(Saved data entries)
>>>>>

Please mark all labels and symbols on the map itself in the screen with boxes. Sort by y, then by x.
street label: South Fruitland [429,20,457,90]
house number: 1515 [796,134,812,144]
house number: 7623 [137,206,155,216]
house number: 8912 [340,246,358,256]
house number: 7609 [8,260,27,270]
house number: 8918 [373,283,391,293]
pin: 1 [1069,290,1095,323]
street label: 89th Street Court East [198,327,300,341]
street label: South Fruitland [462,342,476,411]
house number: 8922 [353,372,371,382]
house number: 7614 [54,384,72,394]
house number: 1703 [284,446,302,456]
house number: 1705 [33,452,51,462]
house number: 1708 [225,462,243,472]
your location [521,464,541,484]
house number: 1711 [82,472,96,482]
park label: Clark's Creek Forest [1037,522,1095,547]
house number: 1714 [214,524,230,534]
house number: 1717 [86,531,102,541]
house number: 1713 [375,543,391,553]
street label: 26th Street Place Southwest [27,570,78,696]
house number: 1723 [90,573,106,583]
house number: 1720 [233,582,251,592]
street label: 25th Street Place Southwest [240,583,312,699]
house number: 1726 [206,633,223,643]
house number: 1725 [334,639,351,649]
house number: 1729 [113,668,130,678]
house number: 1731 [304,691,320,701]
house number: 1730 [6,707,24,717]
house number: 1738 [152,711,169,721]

<<<<<

# GOAL OF THE EXERCISE:
Repeat the data word for word, leaving out no line.

# RESULT OF THIS EXERCISE:
Please mark all labels and symbols on the map itself in the screen with boxes. Sort by y, then by x.
street label: South Fruitland [429,20,457,90]
house number: 1515 [796,134,812,144]
house number: 7623 [137,206,155,216]
house number: 8912 [340,246,358,256]
house number: 7609 [8,260,27,270]
house number: 8918 [373,283,391,293]
pin: 1 [1069,290,1095,323]
street label: 89th Street Court East [198,327,300,341]
street label: South Fruitland [462,342,476,411]
house number: 8922 [353,372,371,382]
house number: 7614 [54,384,72,394]
house number: 1703 [284,446,302,456]
house number: 1705 [33,452,51,462]
house number: 1708 [225,462,243,472]
your location [521,464,541,484]
house number: 1711 [82,472,96,482]
park label: Clark's Creek Forest [1037,522,1095,547]
house number: 1714 [214,524,230,534]
house number: 1717 [86,531,102,541]
house number: 1713 [375,543,391,553]
street label: 26th Street Place Southwest [27,570,78,696]
house number: 1723 [90,573,106,583]
house number: 1720 [233,582,251,592]
street label: 25th Street Place Southwest [240,583,312,699]
house number: 1726 [206,633,223,643]
house number: 1725 [334,639,351,649]
house number: 1729 [113,668,130,678]
house number: 1731 [304,691,320,701]
house number: 1730 [6,707,24,717]
house number: 1738 [152,711,169,721]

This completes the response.